The growth engine (incubating businesses) — This is where the story lives. Four pillars:
ANIL (Green Hydrogen Ecosystem) — ₹4,776 Cr EBITDA (+108% YoY). Solar modules at 4 GW capacity running at ~1 GW/quarter. Wind turbines at 2.25 GW capacity. Ingot & wafer at 2 GW. This is India's largest integrated solar-wind-electrolyser manufacturer. Wind turbines sell largely to group company AGEL; solar modules sell externally.
Airports (AAHL) — ₹3,480 Cr EBITDA (+43% YoY). Seven operational airports handling 94.4 million passengers (~23% of India's traffic). Mumbai (MIAL) contributes ~45% of airport EBITDA. Navi Mumbai greenfield airport launching in FY26. The business model is regulated returns on RAB (Regulatory Asset Base) for aero revenue, plus high-margin non-aero (retail, F&B, advertising). All airports now EBITDA-positive. 50-year concessions.
Roads (ARTL) — 14 projects across HAM, BOT, and TOT models. Ganga Expressway is 75%+ complete. 5,152 lane-km total portfolio.
Copper — 500 KTPA smelter at Mundra just commissioned, ramping to full capacity over 180 days. Will become a separate reporting segment by Q4 FY26. Capital deployed but EBITDA contribution still minimal.
The incubation model's track record is real: previously incubated businesses (Adani Ports, Adani Green, Adani Power, Adani Total Gas, Adani Energy Solutions) have a combined market cap of ~$90.5 billion.
Revenue dropped 24% from FY23 to FY24 as coal prices normalized post-supercycle. But operating profit kept climbing — from ₹8,818 Cr to ₹11,377 Cr to ₹14,252 Cr — because the incubating businesses are growing independent of coal.
The Playing Field
AEL defies easy peer comparison because no other Indian listed company is simultaneously an airport operator, solar manufacturer, coal trader, mine operator, and road builder.
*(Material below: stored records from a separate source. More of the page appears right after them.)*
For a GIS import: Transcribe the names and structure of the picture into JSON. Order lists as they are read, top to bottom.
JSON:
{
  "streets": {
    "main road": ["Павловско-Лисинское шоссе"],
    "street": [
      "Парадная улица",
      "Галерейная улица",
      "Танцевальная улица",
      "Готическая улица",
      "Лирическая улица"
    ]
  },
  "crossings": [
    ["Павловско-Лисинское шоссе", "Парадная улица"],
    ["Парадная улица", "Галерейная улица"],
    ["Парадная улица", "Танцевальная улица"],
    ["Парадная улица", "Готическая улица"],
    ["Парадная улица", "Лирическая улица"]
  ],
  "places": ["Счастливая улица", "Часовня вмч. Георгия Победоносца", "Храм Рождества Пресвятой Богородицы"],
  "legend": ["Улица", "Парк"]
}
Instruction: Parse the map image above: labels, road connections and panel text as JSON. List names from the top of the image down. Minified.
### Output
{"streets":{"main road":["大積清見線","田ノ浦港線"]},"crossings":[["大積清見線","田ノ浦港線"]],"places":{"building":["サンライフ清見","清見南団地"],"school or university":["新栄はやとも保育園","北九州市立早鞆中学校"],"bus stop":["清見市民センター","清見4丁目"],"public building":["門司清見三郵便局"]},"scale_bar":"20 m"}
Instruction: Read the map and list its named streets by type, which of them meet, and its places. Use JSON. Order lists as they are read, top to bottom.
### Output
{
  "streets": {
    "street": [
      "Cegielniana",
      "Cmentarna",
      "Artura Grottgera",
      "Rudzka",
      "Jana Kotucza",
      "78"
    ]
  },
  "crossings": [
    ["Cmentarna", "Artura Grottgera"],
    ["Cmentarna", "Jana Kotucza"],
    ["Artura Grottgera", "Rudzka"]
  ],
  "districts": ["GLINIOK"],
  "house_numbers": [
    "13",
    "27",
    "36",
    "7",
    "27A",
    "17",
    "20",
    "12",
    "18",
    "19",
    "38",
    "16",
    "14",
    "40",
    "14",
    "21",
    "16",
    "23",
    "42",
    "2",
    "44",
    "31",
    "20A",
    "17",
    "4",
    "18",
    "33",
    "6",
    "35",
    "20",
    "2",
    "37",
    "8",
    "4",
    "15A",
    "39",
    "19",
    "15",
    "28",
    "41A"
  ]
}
The relevant comparison is segment-by-segment.
The peer set reveals AEL's fundamental tension: it trades at the highest P/E in the group (85x) despite having ROCE (9.5%) below L&T (15%) and comparable to Reliance (9%). The market is pricing future ROCE improvement from incubating businesses crossing inflection points, not current returns. Reliance followed a similar playbook — Jio consumed capital for years before generating returns — but Reliance had a cash-gushing refining business funding the transition. AEL's cash cow (IRM/coal trading) is far more cyclical.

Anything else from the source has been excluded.